▽

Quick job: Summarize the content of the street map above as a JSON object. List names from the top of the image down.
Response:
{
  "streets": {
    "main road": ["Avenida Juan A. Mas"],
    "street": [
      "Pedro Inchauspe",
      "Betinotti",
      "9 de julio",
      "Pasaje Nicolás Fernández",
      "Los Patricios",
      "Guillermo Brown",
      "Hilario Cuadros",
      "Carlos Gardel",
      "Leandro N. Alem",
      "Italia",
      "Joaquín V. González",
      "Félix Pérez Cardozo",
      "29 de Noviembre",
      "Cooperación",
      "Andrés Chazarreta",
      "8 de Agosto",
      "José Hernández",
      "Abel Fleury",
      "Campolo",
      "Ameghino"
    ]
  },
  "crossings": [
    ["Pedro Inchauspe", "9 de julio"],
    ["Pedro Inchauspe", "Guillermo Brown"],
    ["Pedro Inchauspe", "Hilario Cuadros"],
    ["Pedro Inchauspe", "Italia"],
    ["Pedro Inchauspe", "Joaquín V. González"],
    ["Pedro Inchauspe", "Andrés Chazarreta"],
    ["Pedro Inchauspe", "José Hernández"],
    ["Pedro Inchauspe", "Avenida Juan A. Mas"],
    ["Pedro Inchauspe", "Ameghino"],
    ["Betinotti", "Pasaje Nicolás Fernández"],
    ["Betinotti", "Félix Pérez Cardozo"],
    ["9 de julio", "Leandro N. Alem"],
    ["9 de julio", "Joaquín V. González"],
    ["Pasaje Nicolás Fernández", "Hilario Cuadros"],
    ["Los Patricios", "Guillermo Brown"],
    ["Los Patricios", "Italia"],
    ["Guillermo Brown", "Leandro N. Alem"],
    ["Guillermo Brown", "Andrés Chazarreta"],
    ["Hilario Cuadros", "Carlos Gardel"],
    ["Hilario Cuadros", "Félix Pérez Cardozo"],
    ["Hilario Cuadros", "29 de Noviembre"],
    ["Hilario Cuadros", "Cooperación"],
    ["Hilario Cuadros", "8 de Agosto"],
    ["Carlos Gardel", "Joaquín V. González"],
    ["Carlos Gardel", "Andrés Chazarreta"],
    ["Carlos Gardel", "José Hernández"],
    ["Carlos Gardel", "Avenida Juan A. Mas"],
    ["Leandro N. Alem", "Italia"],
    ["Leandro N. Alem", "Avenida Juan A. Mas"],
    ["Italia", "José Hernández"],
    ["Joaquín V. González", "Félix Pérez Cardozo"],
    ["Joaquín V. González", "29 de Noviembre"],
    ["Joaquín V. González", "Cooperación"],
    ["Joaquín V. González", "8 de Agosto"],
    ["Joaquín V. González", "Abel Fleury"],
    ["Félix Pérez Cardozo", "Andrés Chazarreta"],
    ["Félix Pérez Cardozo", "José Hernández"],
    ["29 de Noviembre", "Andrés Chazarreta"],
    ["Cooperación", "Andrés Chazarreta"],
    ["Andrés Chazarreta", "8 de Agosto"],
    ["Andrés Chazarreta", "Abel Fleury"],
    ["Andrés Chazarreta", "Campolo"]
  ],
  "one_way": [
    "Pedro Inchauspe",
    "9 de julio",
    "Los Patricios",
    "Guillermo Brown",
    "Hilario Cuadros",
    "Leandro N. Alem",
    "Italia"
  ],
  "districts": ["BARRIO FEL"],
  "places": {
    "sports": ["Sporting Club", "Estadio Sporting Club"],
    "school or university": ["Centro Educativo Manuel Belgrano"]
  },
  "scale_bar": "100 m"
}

△
▽

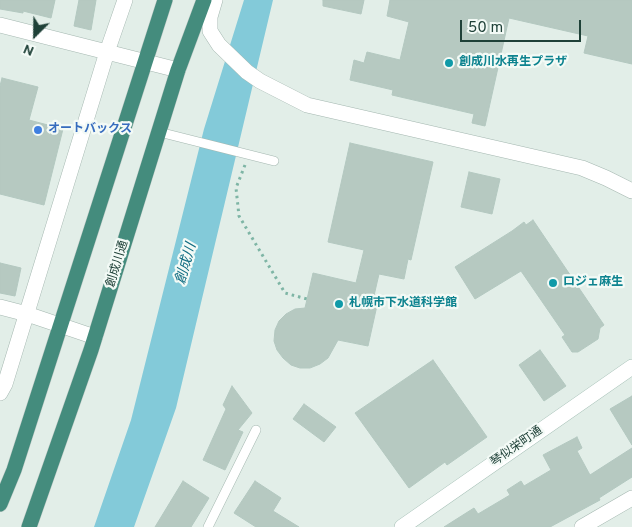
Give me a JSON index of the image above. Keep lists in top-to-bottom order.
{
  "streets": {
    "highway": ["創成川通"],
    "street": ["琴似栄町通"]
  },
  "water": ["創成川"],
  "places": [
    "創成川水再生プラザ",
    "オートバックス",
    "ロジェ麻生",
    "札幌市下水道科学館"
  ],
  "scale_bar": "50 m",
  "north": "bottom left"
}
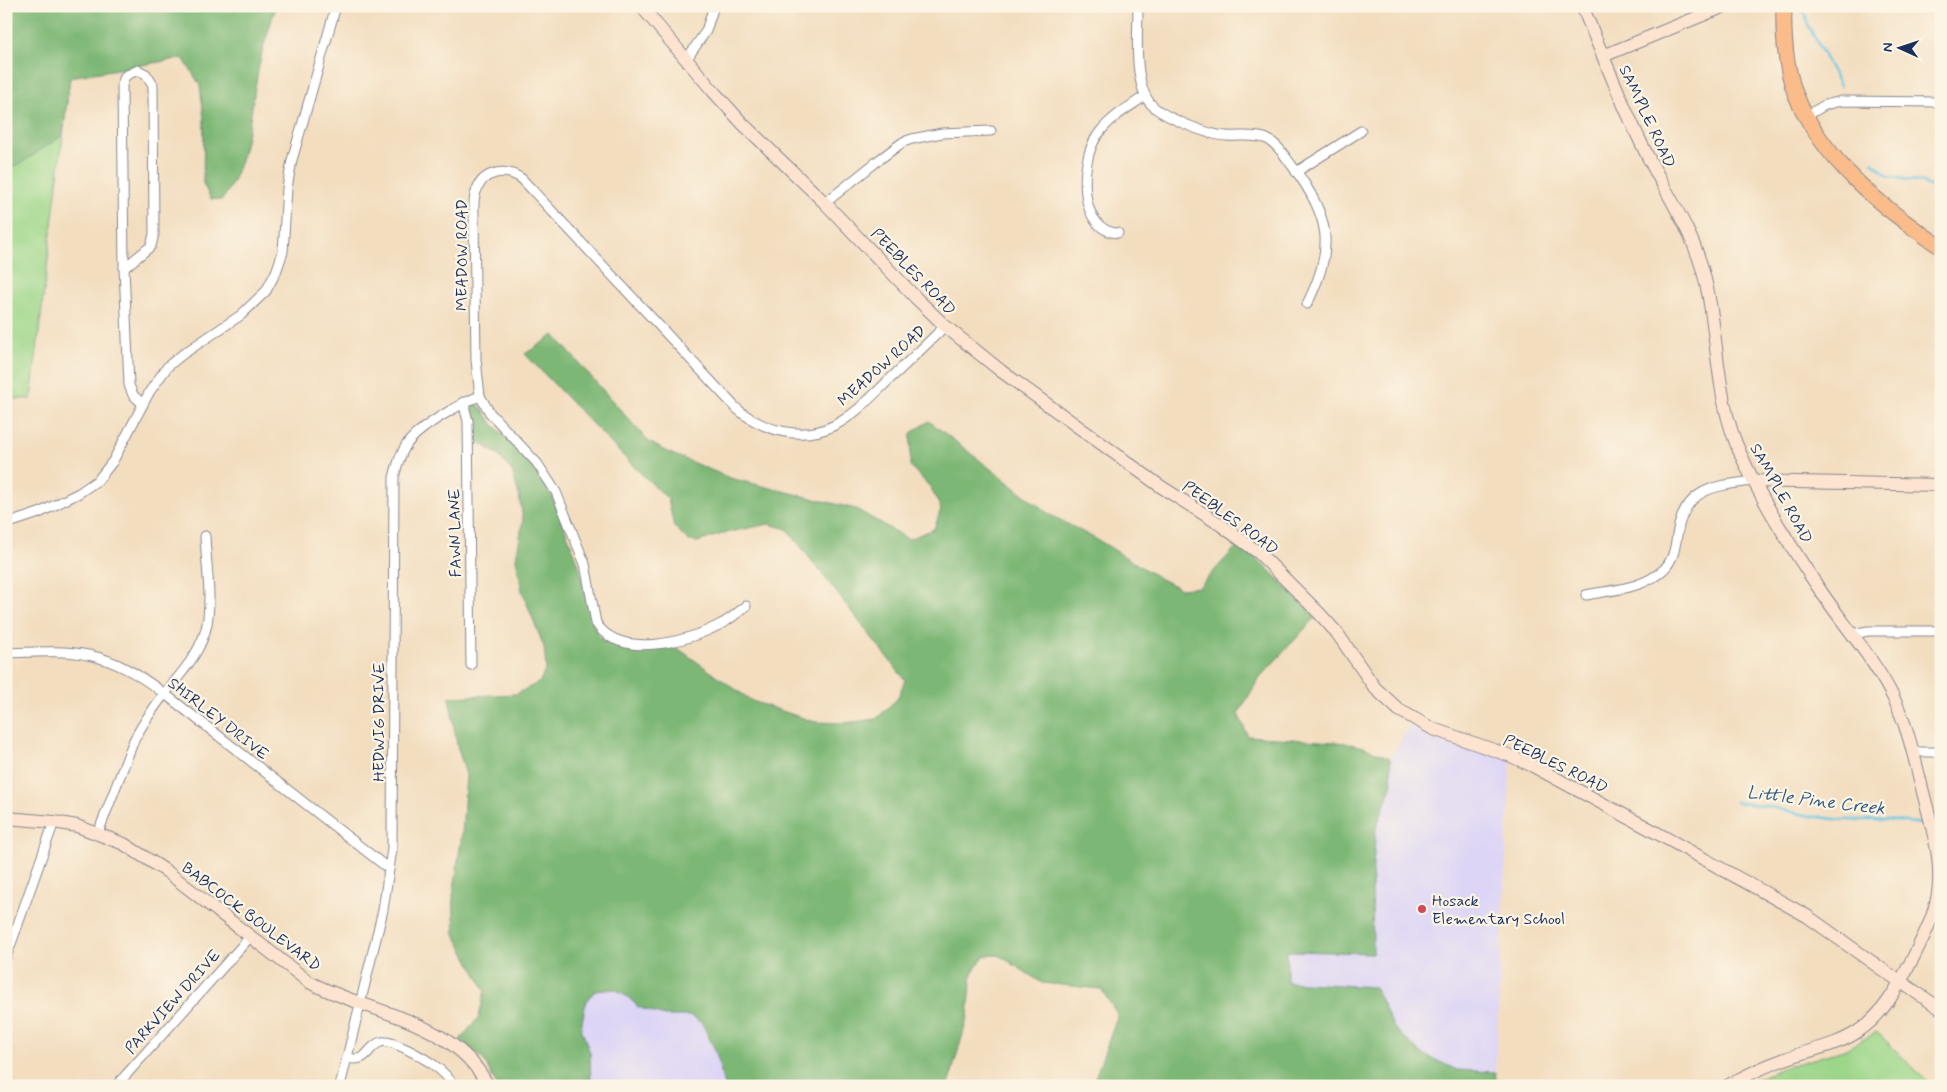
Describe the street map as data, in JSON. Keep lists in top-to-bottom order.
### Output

△
▽

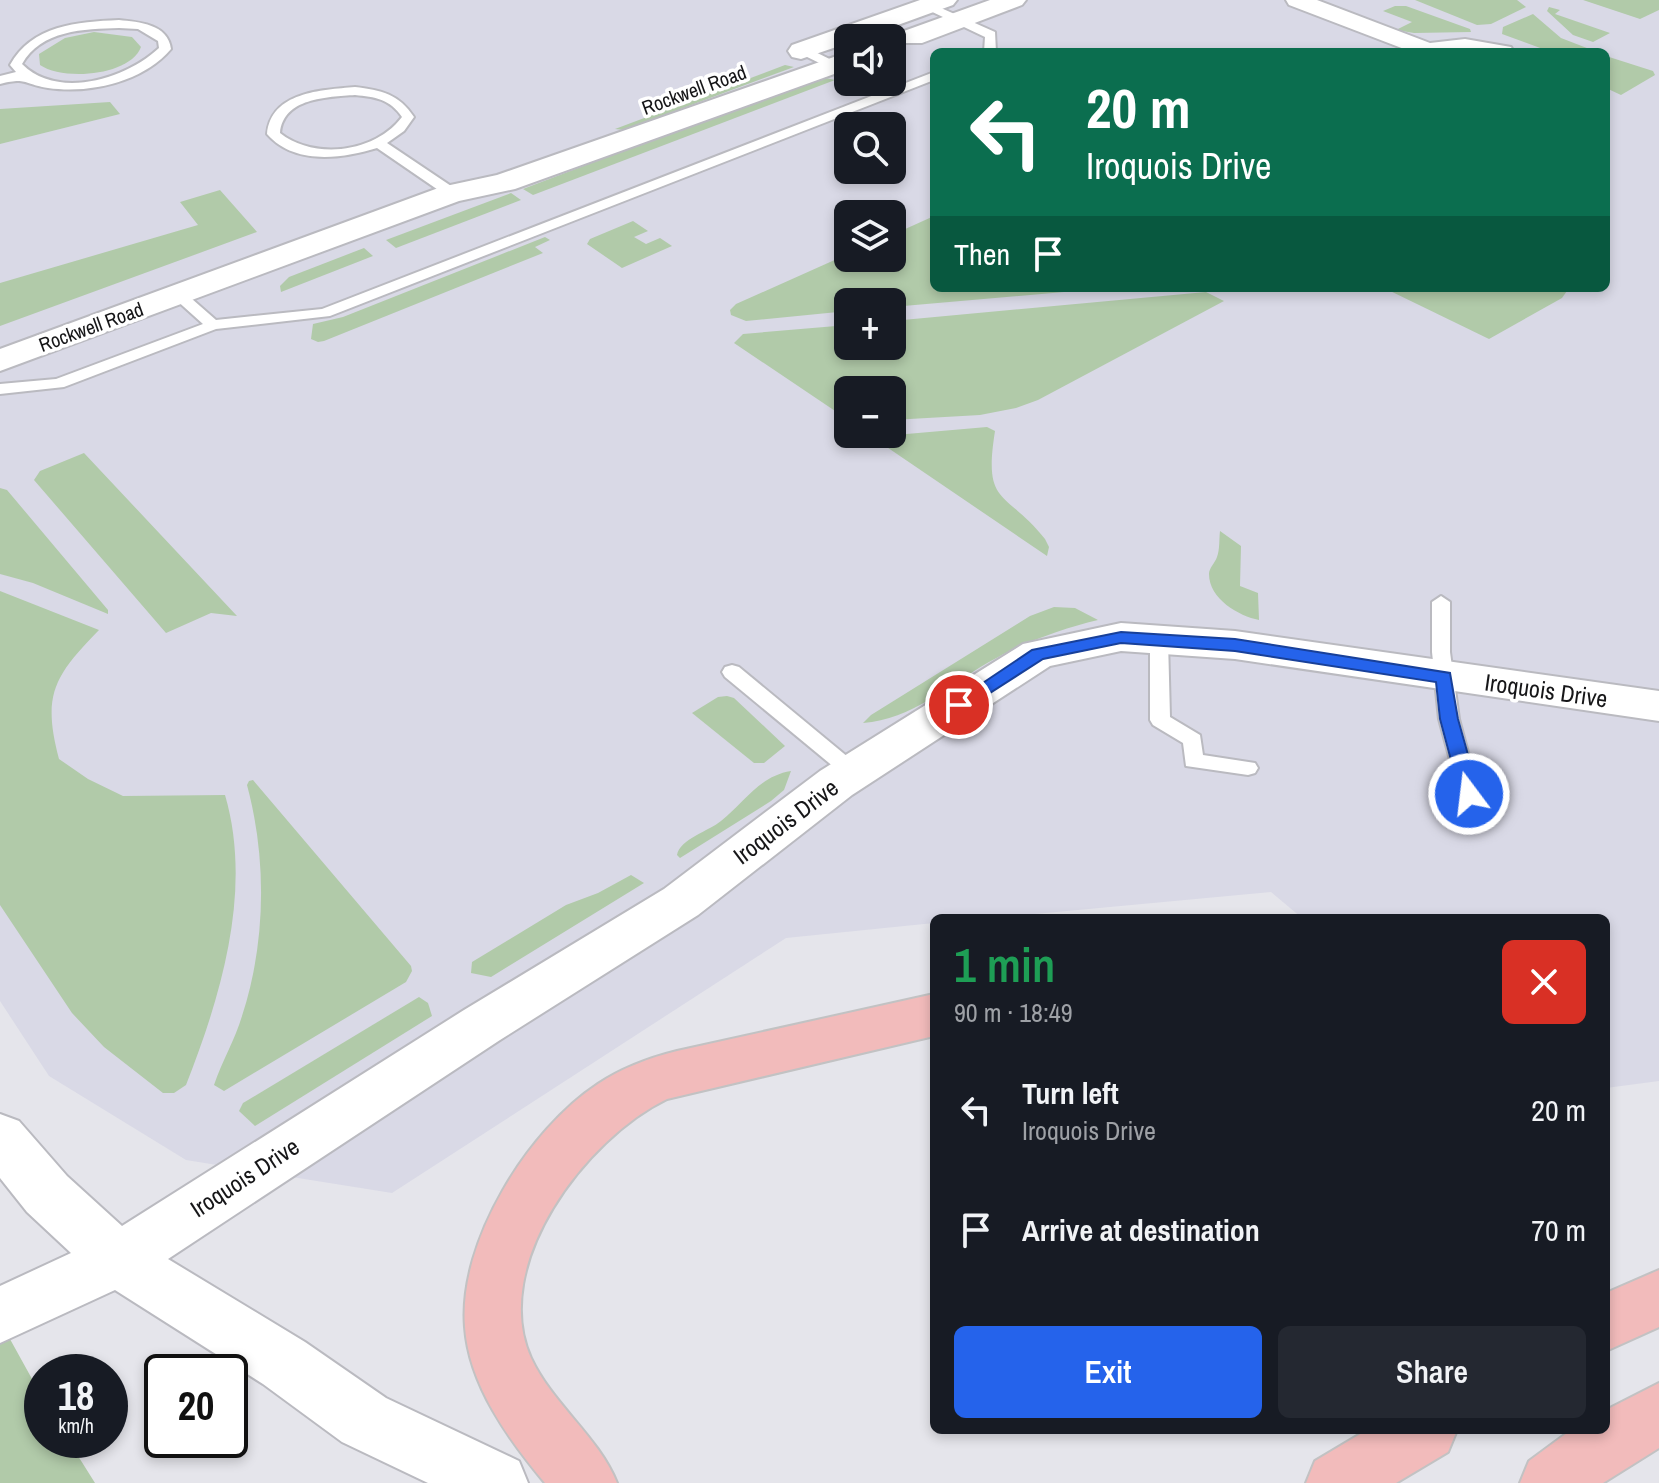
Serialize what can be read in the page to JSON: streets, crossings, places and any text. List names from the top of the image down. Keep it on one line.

△

Task requirements: Pull every line containing "names" out of the data above.

Finished exercise:
Quick job: Summarize the content of the street map above as a JSON object. List names from the top of the image down.
Serialize what can be read in the page to JSON: streets, crossings, places and any text. List names from the top of the image down. Keep it on one line.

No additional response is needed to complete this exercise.